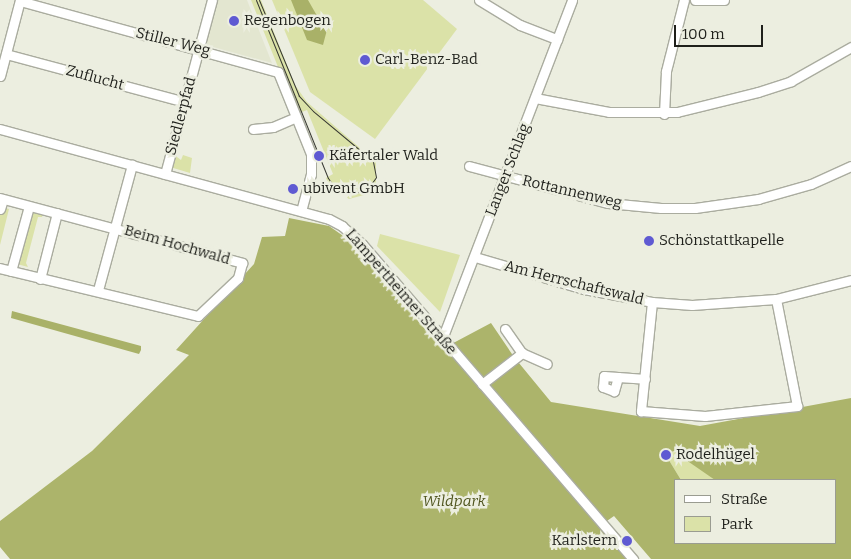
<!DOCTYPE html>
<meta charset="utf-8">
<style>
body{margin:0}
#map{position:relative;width:851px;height:559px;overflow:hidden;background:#eceee0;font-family:Bitter,serif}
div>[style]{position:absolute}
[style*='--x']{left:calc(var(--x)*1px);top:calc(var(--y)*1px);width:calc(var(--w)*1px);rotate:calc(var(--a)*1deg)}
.built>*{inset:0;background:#e3e6d0}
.green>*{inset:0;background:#dbe2a8}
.forest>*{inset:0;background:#acb46b}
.water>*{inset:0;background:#a9b168}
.roads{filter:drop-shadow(1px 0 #aaac9f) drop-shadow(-1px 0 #aaac9f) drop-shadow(0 1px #aaac9f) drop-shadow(0 -1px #aaac9f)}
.minor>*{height:9px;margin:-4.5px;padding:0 4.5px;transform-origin:4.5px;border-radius:4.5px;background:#fff}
.tram>*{height:1px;margin:-0.5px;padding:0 0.5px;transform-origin:0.5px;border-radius:0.5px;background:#383933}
.dots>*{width:14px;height:14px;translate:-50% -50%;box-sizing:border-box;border:2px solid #eceee0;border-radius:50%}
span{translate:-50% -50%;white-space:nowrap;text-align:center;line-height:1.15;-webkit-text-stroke:5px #eceee0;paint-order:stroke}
.poi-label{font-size:15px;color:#1f201b}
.left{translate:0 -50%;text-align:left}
.right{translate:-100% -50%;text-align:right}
.street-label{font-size:15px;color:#1f201b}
.park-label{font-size:15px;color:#50551f;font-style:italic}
.legend{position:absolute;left:674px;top:479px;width:162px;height:65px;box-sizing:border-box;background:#eceee0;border:1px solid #9a9c91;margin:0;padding:6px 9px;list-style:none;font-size:15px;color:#1f201b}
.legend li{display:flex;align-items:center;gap:10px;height:25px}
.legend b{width:25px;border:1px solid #9a9c91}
.scale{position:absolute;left:674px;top:25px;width:89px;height:22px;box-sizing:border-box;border:2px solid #1f201b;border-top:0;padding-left:6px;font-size:15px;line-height:18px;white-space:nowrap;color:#1f201b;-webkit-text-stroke:4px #eceee0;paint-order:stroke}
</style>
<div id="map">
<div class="built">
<i style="clip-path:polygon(218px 0,247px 0,272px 63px,206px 45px)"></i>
</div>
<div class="green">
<i style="clip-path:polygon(251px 0,261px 0,295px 85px,307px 102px,376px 162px,376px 183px,364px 195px,349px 199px,330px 187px,326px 178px,333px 174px,307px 110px,297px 114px)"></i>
<i style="clip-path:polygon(272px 0,423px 0,457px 29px,375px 139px,310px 92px)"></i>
<i style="clip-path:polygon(173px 154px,181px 160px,183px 155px,192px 158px,190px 173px,170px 167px)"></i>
<i style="clip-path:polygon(2px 207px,9px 209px,0 245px,0 215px)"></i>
<i style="clip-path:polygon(32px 211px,43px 214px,42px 217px,38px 217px,26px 263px,28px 267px,17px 264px)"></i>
<i style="clip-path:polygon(380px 234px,460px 255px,440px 312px,377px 246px)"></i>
<i style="clip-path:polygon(673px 451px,711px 475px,715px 480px,681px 480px,667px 457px)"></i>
</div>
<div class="forest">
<i style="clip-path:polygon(evenodd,289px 218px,329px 226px,349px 240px,442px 349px,491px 323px,514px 357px,551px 402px,700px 426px,851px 398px,851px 559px,651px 559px,614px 516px,604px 523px,633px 559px,10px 559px,0 547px,0 521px,92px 451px,189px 355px,176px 350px,254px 264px,262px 237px,285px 236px,289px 218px,673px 451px,715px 480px,835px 480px,835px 543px,675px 543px,675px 480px,681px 480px,667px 457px,673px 451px)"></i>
</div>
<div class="water">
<i style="clip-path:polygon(291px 0,308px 0,316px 14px,328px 26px,323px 45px,307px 40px)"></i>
<i style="clip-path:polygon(12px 311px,141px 346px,141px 350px,139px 354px,11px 318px)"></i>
</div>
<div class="roads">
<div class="minor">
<i style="--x:479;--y:0;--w:48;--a:31.4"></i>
<i style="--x:520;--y:25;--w:40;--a:21"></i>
<i style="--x:695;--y:0;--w:29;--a:0"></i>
<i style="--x:20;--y:1;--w:268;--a:15.4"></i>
<i style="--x:278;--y:72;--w:88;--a:68.1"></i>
<i style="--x:311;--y:154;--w:20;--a:90"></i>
<i style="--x:311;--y:174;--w:38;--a:105"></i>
<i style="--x:6;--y:54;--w:185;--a:15"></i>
<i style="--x:0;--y:76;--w:79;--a:-75.3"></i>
<i style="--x:535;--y:98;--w:75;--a:10.7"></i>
<i style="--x:609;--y:112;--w:68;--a:0"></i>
<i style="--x:677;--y:112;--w:83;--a:-13.9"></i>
<i style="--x:758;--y:92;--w:35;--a:-18"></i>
<i style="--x:791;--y:81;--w:69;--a:-29.5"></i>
<i style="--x:664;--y:114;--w:43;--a:-87.3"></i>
<i style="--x:666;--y:71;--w:73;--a:-75.8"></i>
<i style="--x:0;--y:129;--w:341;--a:15.3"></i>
<i style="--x:329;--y:219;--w:15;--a:28"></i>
<i style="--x:342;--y:226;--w:27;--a:42"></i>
<i style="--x:362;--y:244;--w:416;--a:49.3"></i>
<i style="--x:253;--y:129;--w:20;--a:-6"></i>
<i style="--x:273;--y:127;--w:25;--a:-23"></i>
<i style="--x:469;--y:166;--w:144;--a:14.9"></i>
<i style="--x:608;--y:203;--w:53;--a:5.4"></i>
<i style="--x:661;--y:208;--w:34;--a:0"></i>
<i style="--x:695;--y:208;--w:64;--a:-8.1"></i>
<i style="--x:758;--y:199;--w:55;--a:-15.8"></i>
<i style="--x:811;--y:184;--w:44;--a:-24.2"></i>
<i style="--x:165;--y:174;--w:180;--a:-74.9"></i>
<i style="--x:0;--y:198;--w:251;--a:15"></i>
<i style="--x:242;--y:263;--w:16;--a:105"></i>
<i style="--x:238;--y:278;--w:55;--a:136.5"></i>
<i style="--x:198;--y:316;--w:204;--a:-166.4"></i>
<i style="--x:0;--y:209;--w:10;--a:-73"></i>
<i style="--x:475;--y:257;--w:114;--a:16.4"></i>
<i style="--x:584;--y:289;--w:69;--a:10.8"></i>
<i style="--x:652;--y:302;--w:40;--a:4.3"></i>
<i style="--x:692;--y:305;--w:84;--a:-4.1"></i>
<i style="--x:776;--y:299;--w:77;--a:-14.2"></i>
<i style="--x:11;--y:271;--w:67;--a:-74.5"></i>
<i style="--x:40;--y:279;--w:68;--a:-75.6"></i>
<i style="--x:98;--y:290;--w:130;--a:-74.8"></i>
<i style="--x:652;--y:302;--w:110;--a:95.8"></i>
<i style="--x:641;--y:411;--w:64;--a:4.5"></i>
<i style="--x:705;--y:416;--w:93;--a:-6.2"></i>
<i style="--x:797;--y:406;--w:109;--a:-101.1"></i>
<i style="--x:505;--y:329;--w:29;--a:55"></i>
<i style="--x:522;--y:353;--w:27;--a:24"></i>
<i style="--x:442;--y:339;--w:363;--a:-69"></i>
<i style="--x:618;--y:377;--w:15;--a:106"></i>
<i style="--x:614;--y:391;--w:12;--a:-160"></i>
<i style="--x:603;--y:387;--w:11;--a:-85"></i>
<i style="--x:604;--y:376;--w:14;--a:4"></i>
<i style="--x:618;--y:377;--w:27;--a:4"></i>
<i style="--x:482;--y:384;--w:51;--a:-37.8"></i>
</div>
</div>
<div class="tram">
<i style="--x:256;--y:0;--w:192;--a:68"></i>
<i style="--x:328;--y:178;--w:12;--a:55"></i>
<i style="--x:335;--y:188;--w:12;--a:31"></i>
<i style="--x:345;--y:194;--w:21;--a:-8"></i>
<i style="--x:366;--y:191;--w:17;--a:-54"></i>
<i style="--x:376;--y:177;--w:16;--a:-101"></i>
<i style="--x:373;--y:161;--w:78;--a:-140.2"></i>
<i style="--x:313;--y:111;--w:21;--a:-133"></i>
<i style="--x:299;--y:96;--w:104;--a:-112.6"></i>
</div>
<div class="dots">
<i style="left:234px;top:21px;background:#5f5ad2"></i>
<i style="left:365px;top:60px;background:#5f5ad2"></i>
<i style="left:319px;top:156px;background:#5f5ad2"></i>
<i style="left:293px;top:189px;background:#5f5ad2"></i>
<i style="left:649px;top:241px;background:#5f5ad2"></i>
<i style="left:666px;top:455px;background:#5f5ad2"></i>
<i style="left:627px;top:541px;background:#5f5ad2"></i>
</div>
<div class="poi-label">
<span class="left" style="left:244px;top:21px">Regenbogen</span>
<span class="left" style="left:375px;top:60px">Carl-Benz-Bad</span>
<span class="left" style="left:329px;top:156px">Käfertaler Wald</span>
<span class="left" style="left:303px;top:189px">ubivent GmbH</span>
<span class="left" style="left:659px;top:241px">Schönstattkapelle</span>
<span class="left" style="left:676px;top:455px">Rodelhügel</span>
<span class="right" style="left:617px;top:541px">Karlstern</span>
</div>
<div class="street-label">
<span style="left:173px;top:42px;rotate:14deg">Stiller Weg</span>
<span style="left:95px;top:78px;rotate:15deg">Zuflucht</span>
<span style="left:181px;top:116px;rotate:-75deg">Siedlerpfad</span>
<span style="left:508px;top:170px;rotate:-69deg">Langer Schlag</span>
<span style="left:572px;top:192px;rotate:13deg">Rottannenweg</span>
<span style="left:177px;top:245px;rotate:16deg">Beim Hochwald</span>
<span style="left:574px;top:283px;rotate:14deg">Am Herrschaftswald</span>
<span style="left:401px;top:292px;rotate:49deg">Lampertheimer Straße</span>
</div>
<div class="park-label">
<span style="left:454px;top:502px">Wildpark</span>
</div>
<ul class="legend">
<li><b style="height:6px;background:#fff"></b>Straße</li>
<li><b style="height:14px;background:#dbe2a8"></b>Park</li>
</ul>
<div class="scale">100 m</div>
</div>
-- -- --
Exercise brief ▸ Search the listing above for the string "roads" and return each line it appears on.

Exercise answer ▸
.roads{filter:drop-shadow(1px 0 #aaac9f) drop-shadow(-1px 0 #aaac9f) drop-shadow(0 1px #aaac9f) drop-shadow(0 -1px #aaac9f)}
<div class="roads">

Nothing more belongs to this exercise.